HYP 3:  Notwendigkeit der Einbindung der „Blocking Powers“

Als zentralen Akteur in der Region verbindet Syrien eine komplexe Geschichte mit seinen nächsten Nachbarn wie auch den Machtakteuren in der Region. Eine politische Lösung ohne zumindest die Neutralität dieser Spieler gegenüber den gemeinschaftlich durch externe und regionale Akteure beschlossenen Maßnahmen zu erwirken, ist zum Scheitern verurteilt.
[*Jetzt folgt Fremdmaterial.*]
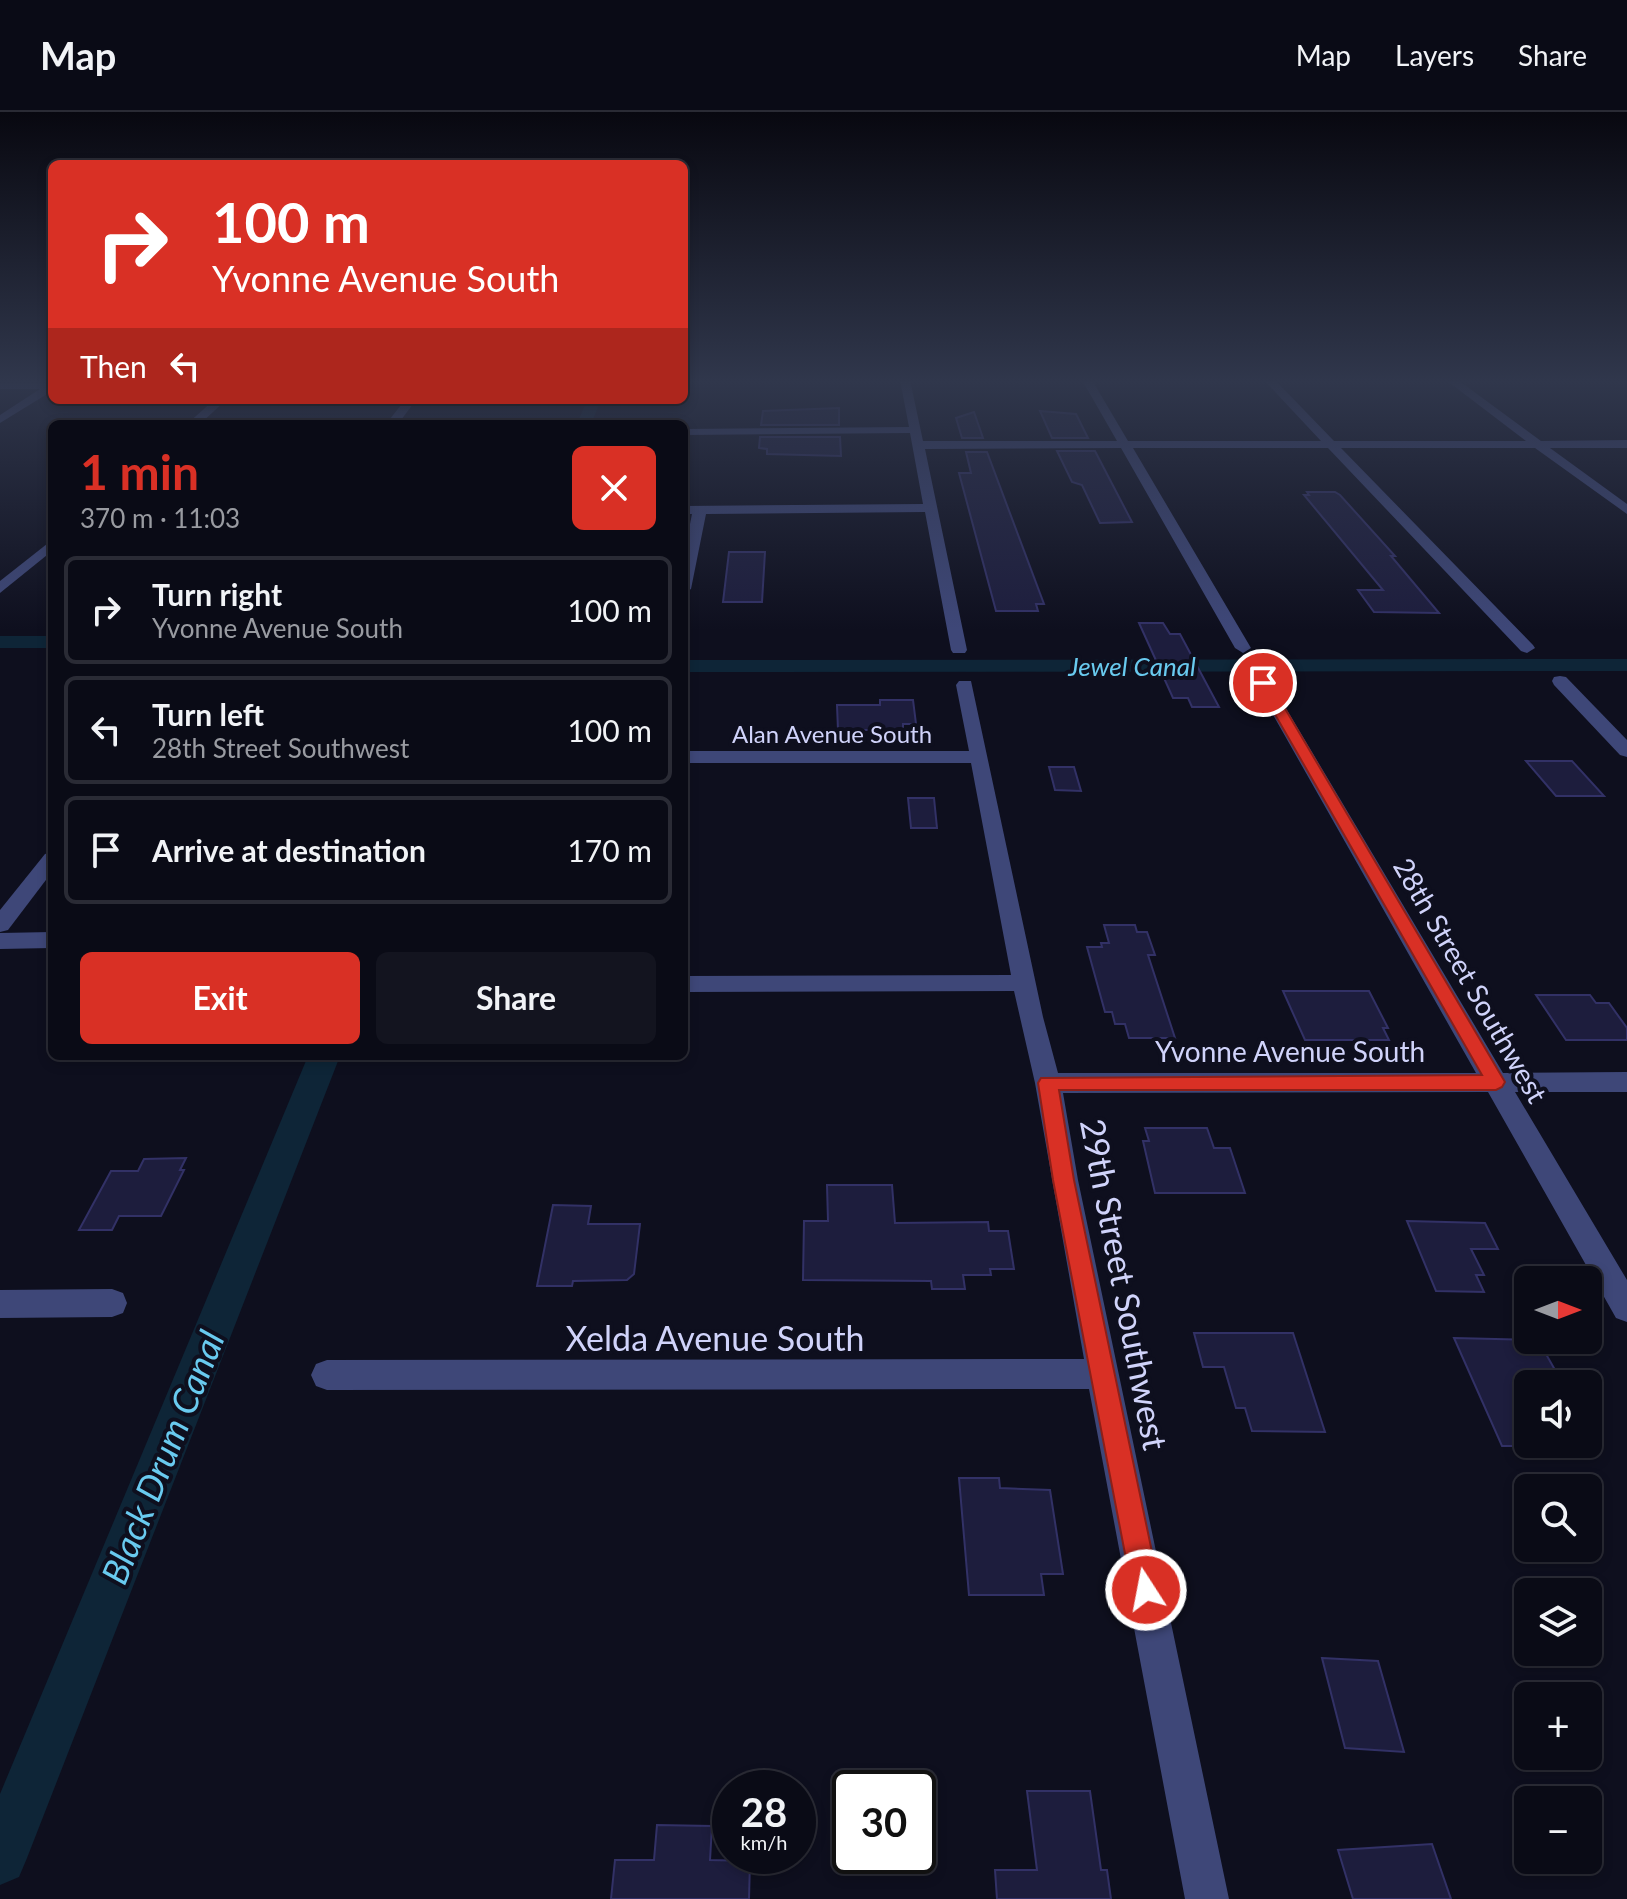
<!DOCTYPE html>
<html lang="en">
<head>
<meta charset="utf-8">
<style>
	body { margin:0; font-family:Lato,sans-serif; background:#13141f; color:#f1f3f6; height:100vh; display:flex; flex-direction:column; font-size:30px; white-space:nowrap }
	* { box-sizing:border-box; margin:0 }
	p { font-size:26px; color:#999ba1 }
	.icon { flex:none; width:44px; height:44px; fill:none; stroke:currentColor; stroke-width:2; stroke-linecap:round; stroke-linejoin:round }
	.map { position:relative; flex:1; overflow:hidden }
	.details { position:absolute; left:48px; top:308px; width:640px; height:640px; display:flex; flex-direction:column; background:#0a0b16; border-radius:12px; box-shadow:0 4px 12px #0003,0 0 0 2px #2a2b35 }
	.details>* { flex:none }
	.guide { position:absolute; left:48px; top:48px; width:640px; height:244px; border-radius:12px; box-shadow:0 4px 12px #0003,0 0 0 2px #2a2b35; background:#d93025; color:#fff; overflow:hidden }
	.needle { width:52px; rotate:90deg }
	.controls { position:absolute; left:1514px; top:1154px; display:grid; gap:16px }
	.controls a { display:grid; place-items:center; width:88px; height:88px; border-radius:12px; background:#0a0b16; box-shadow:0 4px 12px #0003,0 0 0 2px #2a2b35; font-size:40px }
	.speed { position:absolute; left:712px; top:1658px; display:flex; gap:16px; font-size:40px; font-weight:700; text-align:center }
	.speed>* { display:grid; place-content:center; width:104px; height:104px; border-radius:50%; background:#0a0b16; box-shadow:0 4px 12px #0003,0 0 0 2px #2a2b35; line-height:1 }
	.speed small { font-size:20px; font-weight:400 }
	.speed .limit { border:4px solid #111; border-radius:12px; background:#fff; color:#111 }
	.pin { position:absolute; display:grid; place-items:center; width:68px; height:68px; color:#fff; margin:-34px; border:4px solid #fff; border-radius:50%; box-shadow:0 2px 8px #0007 }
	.me { position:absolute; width:88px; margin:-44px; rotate:349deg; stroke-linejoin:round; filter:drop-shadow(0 0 6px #0008) }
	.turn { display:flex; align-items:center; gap:28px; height:168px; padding:0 32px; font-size:36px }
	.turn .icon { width:104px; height:104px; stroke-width:2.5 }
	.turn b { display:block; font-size:56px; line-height:68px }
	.then { display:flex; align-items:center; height:76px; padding:0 32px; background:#0003; gap:16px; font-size:30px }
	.round { display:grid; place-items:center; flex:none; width:84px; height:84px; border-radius:12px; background:#13141f }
	.summary { display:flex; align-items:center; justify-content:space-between; height:136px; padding:0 32px }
	h1 { font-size:48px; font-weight:700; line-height:60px; color:#d93025 }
	.primary-button { display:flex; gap:16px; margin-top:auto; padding:16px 32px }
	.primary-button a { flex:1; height:92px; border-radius:12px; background:#d93025; color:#fff; font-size:32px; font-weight:700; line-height:92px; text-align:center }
	.primary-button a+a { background:#13141f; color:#f1f3f6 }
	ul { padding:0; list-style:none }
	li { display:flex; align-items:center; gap:24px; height:108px; margin:0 16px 12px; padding:0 16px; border:4px solid #2a2b35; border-radius:12px }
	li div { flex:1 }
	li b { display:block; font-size:30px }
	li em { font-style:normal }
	header { display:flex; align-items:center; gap:48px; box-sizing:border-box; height:112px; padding:0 40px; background:#0a0b16; border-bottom:2px solid #2a2b35 }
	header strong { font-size:38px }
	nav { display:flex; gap:44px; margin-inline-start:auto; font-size:28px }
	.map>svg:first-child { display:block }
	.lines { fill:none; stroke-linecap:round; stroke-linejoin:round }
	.canal { fill:#0e2537; fill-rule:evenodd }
	.building { fill:#1d1d3d; stroke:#323166; stroke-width:2 }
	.minor { fill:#3e4778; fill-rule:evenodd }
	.route { fill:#d93025; stroke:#8d1f18; stroke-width:2 }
	.labels { text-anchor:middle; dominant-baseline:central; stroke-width:8; stroke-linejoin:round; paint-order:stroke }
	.far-street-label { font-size:24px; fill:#d0d3fa; stroke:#0e0f1e }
	.far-water-label { font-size:26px; font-style:italic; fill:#69caef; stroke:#0e0f1e }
	.street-label { font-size:28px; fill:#d0d3fa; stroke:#0e0f1e }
	.near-street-label { font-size:34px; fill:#d0d3fa; stroke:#0e0f1e }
	.near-water-label { font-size:36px; font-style:italic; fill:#69caef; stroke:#0e0f1e }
</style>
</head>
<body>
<header>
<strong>Map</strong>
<nav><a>Map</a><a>Layers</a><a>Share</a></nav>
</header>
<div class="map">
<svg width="1627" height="1787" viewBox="0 0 1627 1787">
	<rect width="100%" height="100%" fill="#0e0f1e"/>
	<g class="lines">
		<g class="canal">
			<path d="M587,288H601L591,312H577Z"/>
			<rect x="0" y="524" width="52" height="12"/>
			<path d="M1627,547V559L684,560V548Z"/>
			<path d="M308,944H340L27,1746L19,1765L0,1773V1682Z"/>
		</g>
	</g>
	<g class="building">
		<path d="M839,296V313H761L763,299Z"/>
		<path d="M1040,299L1076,302L1088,326H1052Z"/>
		<path d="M974,300L983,326H962L956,306Z"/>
		<path d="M760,325H840L841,344L767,342V337L759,336Z"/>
		<path d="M1057,339H1095L1132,410L1100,411L1082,373L1072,370Z"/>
		<path d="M966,340H987L1044,492H1036L1038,499H996L959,361H971Z"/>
		<path d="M1307,380H1335L1340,383L1395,444H1391L1439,501L1374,500L1358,478H1383L1304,383H1309Z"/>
		<path d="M729,440H765L762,490H723Z"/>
		<path d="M1139,511H1163L1170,522H1180L1219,595H1192L1188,586H1173Z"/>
		<path d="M880,588H913L916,612H903V618H838L837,593H880Z"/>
		<path d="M1526,649H1572L1604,684H1556Z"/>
		<path d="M1049,655H1074L1081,679L1055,678Z"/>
		<path d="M908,686H934L937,716H911Z"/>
		<path d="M1104,813H1135L1137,820H1147L1155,843H1148L1175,926H1129L1125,912H1115L1112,900H1105L1087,835H1102L1101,831H1109Z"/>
		<path d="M1283,879H1369L1388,916H1383L1389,928H1305Z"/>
		<path d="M1536,883H1590L1596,891H1609L1627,916V928H1566Z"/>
		<path d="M1145,1016H1207L1214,1036H1230L1245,1081H1155L1143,1029H1149Z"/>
		<path d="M186,1046L180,1058H184L161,1104H119L112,1118H79L111,1059H138L144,1047Z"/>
		<path d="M827,1073H892L895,1111L988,1110L989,1119H1008L1014,1157H990L991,1163H963L965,1177H932L931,1169L803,1168L804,1109H828Z"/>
		<path d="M553,1093L591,1094L588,1112H640L634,1162L627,1168L573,1169L572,1174H537Z"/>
		<path d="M1407,1109L1485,1111L1498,1137H1471L1484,1163H1476L1484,1180L1436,1179Z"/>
		<path d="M1194,1221H1293L1325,1320L1252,1319L1245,1296H1236L1224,1255H1203Z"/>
		<path d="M1454,1226L1538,1228L1563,1272H1528V1334H1502Z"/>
		<path d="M959,1366H999L1000,1376L1050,1378L1063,1462H1041L1044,1483H969Z"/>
		<path d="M1322,1546L1378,1549L1404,1640L1345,1636Z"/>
		<path d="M1027,1679H1090L1101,1758H1107L1111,1787H997L995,1758H1037Z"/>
		<path d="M657,1713L712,1714L710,1748L750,1749L749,1787H611L615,1748H654Z"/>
		<path d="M1432,1732L1451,1787H1353L1338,1738Z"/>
	</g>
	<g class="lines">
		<g class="minor">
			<path d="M900,268H910L923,329H1117L1082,268H1092L1128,329H1321L1264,268H1275L1334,329H1526L1446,268H1458L1541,329L1627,328V336H1550L1627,392V402L1535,336H1341L1533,533L1535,536L1527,541L1521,539L1328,336H1133L1251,536L1243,541L1235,536L1121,336L925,337L967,538L965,541H953L951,538L925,400L706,402L691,477L684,481V442L692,402H684V394L923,392L910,321L684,323V317L909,315Z"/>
			<path d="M0,271H52V279L0,311V303L40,277H0Z"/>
			<path d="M214,288H226L200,312H187Z"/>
			<path d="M405,288H416L398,312H386Z"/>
			<path d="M52,428V439L0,481V469Z"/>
			<path d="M1560,564L1566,565L1627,628V645L1620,643L1554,573L1552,569L1554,565Z"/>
			<path d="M1263,566L1271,571L1503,961L1627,960V980H1515L1627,1168V1210L1616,1206L1488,980L1063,981L1078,1068L1229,1787H1185L1089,1277L327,1278L316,1274L311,1263L316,1252L327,1248L1084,1247L1035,971L1014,879L684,880V864L1011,863L971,651H684V639H969L956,573L959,569H971L1043,905L1058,961H1476L1255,571Z"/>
			<path d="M52,740V760L8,818L0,820V798L45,742Z"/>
			<path d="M52,820V836L0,837V821Z"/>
			<path d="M112,1177L123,1181L127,1191L123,1201L112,1205L0,1206V1178Z"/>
		</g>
	</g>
	<linearGradient id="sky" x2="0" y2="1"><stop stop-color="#080810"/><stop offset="0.52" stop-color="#30374c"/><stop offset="1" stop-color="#30374c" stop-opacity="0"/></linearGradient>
	<rect width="1627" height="518" fill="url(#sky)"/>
	<path class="route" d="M1263,567L1270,571L1505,970L1502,975L1496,978H1059L1074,1068L1160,1478L1156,1488L1146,1492L1136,1488L1132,1478L1053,1068L1038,971L1041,966L1482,963L1257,571Z"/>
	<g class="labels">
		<g class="far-street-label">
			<text x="832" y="621">Alan Avenue South</text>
		</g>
		<g class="far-water-label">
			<text x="1132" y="554">Jewel Canal</text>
		</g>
		<g class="street-label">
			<text transform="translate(1471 868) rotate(60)">28th Street Southwest</text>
			<text x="1290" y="939">Yvonne Avenue South</text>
		</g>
		<g class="near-street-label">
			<text transform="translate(1125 1172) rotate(79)">29th Street Southwest</text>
			<text x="715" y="1225">Xelda Avenue South</text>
		</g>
		<g class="near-water-label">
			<text transform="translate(162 1345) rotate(-68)">Black Drum Canal</text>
		</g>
	</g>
</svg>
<div class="controls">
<a><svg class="needle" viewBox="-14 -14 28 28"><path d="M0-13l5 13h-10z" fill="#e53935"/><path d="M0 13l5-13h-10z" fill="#999ba1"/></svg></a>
<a><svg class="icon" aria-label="sound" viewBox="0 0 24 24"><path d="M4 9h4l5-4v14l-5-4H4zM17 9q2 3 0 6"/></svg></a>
<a><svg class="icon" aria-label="search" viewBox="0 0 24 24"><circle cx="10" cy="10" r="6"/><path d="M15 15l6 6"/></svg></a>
<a><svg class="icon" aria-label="layers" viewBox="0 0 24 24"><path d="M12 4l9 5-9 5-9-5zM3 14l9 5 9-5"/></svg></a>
<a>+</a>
<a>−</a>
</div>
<div class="speed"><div>28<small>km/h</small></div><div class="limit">30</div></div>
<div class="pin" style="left:1263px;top:571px;background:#d93025"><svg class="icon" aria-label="arrive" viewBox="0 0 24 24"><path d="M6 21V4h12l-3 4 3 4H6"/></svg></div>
<svg class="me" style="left:1146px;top:1478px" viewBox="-20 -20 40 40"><circle r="17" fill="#d93025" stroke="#fff" stroke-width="3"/><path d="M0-11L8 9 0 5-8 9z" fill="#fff"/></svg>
<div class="guide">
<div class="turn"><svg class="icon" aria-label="right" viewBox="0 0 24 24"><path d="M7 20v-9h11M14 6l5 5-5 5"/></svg><div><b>100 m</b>Yvonne Avenue South</div></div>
<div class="then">Then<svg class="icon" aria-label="left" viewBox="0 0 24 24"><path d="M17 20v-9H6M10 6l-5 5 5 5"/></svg></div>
</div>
<section class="details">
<div class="summary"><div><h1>1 min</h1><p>370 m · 11:03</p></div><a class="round" style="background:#d93025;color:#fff"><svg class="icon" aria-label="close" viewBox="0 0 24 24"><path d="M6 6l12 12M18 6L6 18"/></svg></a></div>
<ul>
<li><svg class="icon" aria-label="right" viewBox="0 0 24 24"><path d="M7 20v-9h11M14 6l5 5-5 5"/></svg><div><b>Turn right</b><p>Yvonne Avenue South</p></div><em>100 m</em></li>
<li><svg class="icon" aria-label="left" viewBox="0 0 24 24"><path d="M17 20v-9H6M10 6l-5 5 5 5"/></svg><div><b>Turn left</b><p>28th Street Southwest</p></div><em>100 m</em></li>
<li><svg class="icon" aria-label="arrive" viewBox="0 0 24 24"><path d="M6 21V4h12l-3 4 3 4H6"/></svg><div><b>Arrive at destination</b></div><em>170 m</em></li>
</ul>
<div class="primary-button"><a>Exit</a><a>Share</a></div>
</section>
</div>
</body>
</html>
Dies gilt insbesondere für Russland, Iran,  Saudi-Arabien, wobei allerdings sowohl Moskau wie auch Teheran nicht nur ganz klar die Rückkehr Assads und seines Regimes befürworten, sondern dies auch aktiv wieder in den Bereich des Möglichen rücken konnten. Durch die direkte und indirekte Unterstützung des Iran und Russlands ist es Assad gelungen trotz der empfindlichen Verluste im letzten Jahr wieder an die Position der vierten vermeintlichen „Blocking Power“ im Konflikt zu treten und angesichts der exzessiven Gewalt des „Islamischen Staates“ wieder als das „kleiner Übel“ angesehen zu werden.

Um nun einerseits die wiedergewonnene „Blocking Power“ Assads und gleichzeitig auch sein Vermögen dazu, eine friedliche Lösung zu blockieren, aufzuheben, darf seine Rückkehr ins Amt nicht wieder Teil des Repertoires „westlicher“ Diplomaten werden. Eine nachhaltige Lösung für die Region hängt somit vor allem daran, mit seinen zentralen Advokaten, und insbesondere Russland, ein für diese nicht tragbares, sondern auch attraktives Zukunftszenario auszuhandeln – ohne Assad.